A presidente da ASTOR destaca como o doente com dor crónica continua a ser alvo de estigmatização social: “Em termos familiares, o processo é desgastante, porque o doente está constantemente a verbalizar a sua dor. A nível profissional, este trabalhador está ligado ao absentismo laboral e à incapacidade de fazer as tarefas que normalmente fazia ou que deveria fazer, porque tem dor.”

No âmbito clínico, pelo menos, a médica alerta que “é importante haver empatia e, desde uma fase muito precoce, intervir ou encaminhar adequadamente o doente, para ajudá-lo a lidar do ponto de vista psicológico com a sua dor e a capacitar-se para aplicar técnicas de coping e de relaxamento”.


Elsa Verdasca: “As abordagens psicológicas são essenciais para auxiliar o doente a lidar com as suas limitações de forma mais construtiva.”

Nesse sentido, foi previsto espaço, no decorrer do congresso, para a discussão de tópicos como psicomotricidade, musicoterapia, mindfulness e terapia cognitivo-comportamental, “abordagens psicológicas que são essenciais para auxiliar o doente a lidar com as suas limitações de forma mais construtiva”. Na realidade, “não se pode tratar só vertente física; é preciso olhar para a parte psíquica também”.

Sendo “a Psicologia fundamental, muitas vezes não é suficiente para o doente fazer psicoterapia”. Efetivamente, “precisamos muito da Psiquiatria para controlo da medicação da depressão, ansiedade e distúrbios de personalidade, e também para nos ajudar a distinguir o doente que tem dor não controlada daquele que hiperboliza a sua dor ligeira ou moderada por ter uma personalidade histriónica”.

“A abordagem dos doentes com dor deve ser individualizada”

Para Elsa Verdasca, não é difícil justificar a escolha da temática central desta edição − Medicina à Medida. “A individualidade de cada um leva a que pessoas com a mesma situação clínica tenham traduções de dor diferentes. Adicionalmente, a abordagem dos doentes com dor deve ser individualizada. Como costumo dizer, ‘nós tratamos o doente e não a doença’”, refere.

Por isso, é “fundamental conhecer todos os meios disponíveis em termos de intervenção, para ajustá-los a cada doente e, assim, garantir que o plano terapêutico seja individualizado”.

Neste âmbito, salienta como desejável “haver centros multidisciplinares de dor, onde se concentrem várias valências no mesmo espaço físico, para que, entre todos, se possa adequar o tratamento ao doente. Evita-se assim que este percorra vários consultórios na tentativa de ser acompanhado em diversas áreas, como a psicoterapia, a musicoterapia ou a acupuntura, e corra o risco de se ‘perder’”.



“Este é o maior evento científico sobre dor crónica a nível nacional”

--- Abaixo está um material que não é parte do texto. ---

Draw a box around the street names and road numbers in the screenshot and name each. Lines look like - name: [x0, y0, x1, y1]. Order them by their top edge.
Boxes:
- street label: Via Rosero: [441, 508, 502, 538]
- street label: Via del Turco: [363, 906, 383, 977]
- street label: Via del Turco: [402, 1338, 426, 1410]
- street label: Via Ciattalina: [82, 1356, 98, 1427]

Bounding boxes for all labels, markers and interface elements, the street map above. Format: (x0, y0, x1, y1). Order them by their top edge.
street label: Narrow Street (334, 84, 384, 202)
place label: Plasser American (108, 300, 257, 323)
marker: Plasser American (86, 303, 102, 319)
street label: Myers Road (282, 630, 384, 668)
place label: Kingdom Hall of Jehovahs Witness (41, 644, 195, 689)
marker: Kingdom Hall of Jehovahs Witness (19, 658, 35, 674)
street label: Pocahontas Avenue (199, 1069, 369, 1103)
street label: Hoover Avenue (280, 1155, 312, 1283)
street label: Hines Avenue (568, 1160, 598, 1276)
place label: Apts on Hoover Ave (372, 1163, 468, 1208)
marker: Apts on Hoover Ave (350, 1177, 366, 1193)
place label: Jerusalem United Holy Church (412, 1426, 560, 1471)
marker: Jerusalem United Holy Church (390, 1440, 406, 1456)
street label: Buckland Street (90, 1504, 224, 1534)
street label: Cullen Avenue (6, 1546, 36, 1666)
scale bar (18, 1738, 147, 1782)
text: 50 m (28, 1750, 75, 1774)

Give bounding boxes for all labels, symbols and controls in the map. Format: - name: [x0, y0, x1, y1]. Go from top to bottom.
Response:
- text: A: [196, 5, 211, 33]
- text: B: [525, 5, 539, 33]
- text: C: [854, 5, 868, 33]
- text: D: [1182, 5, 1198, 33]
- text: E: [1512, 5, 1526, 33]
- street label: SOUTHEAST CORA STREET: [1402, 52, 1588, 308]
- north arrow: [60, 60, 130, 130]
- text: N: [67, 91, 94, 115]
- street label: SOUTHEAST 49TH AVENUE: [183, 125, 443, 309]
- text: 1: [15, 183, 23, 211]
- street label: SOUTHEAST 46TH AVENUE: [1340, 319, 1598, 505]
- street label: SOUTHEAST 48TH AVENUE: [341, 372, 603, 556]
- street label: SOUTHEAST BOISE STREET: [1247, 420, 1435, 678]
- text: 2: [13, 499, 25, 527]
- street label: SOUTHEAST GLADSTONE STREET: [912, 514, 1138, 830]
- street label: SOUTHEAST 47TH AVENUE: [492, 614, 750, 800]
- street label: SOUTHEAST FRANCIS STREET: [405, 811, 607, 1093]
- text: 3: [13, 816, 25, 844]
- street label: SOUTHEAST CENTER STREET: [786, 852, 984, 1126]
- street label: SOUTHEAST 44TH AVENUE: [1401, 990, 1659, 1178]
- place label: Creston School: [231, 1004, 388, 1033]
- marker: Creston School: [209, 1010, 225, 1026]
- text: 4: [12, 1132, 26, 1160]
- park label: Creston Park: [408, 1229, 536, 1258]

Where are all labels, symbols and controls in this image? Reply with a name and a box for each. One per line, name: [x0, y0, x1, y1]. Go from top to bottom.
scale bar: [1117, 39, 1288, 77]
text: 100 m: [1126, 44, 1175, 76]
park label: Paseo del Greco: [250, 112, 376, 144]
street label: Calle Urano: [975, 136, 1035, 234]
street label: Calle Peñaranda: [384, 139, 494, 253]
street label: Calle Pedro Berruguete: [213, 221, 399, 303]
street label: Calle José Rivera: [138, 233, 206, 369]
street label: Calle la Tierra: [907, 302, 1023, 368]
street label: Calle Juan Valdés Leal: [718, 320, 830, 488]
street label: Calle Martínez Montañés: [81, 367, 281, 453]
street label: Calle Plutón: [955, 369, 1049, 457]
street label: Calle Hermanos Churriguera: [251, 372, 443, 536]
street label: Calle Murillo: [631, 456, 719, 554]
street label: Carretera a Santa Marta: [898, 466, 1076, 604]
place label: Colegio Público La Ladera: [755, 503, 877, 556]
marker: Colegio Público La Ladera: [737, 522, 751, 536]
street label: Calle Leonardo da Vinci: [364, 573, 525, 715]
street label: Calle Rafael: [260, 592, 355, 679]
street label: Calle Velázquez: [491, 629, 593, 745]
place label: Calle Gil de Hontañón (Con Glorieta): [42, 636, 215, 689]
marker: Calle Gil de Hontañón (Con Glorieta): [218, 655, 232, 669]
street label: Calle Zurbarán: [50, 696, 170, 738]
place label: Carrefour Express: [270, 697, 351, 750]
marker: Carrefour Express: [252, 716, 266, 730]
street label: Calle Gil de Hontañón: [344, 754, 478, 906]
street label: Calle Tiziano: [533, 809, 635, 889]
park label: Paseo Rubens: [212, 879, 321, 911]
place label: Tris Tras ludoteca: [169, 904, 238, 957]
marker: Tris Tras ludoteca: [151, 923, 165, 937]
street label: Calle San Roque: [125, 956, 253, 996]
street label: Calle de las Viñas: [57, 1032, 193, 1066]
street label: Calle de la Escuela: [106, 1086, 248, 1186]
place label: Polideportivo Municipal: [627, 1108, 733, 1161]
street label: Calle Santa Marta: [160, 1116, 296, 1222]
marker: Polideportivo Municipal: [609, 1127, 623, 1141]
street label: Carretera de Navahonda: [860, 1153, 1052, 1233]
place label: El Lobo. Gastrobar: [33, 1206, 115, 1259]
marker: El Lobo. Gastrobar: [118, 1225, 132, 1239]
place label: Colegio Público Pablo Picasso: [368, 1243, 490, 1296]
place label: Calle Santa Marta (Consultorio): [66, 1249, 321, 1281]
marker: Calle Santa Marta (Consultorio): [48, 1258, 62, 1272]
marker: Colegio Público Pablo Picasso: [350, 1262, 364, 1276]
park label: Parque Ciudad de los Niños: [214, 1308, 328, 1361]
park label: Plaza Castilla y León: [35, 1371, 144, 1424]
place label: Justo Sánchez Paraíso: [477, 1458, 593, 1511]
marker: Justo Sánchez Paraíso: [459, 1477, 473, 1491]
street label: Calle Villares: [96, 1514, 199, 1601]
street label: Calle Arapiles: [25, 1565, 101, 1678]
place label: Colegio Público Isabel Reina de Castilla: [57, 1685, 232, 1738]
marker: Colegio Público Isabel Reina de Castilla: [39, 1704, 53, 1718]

Elsa Verdasca entende que “o sucesso dos congressos da ASTOR resulta do facto de ser o maior evento sobre dor crónica em termos de tempo de duração, palestras e workshops a nível nacional”.

Ao longo de dois dias de trabalho, “acabamos por debater temas que interessam também a profissionais não médicos, como enfermeiros, psicólogos, fisioterapeutas, musicoterapeutas e psicomotricistas”.

A presidente da ASTOR avança que, na edição de 2024, cerca de dois terços dos participantes eram médicos ou internos de especialidade, particularmente de Anestesiologia, Fisiatria, Psiquiatria, Neurologia, Neurocirurgia, Medicina Interna, Oncologia e MGF, e um terço correspondia a enfermeiros.

Em 2025, o evento decorrerá entre 30 de janeiro e 1 de fevereiro, no Grande Auditório do ISCTE, em Lisboa.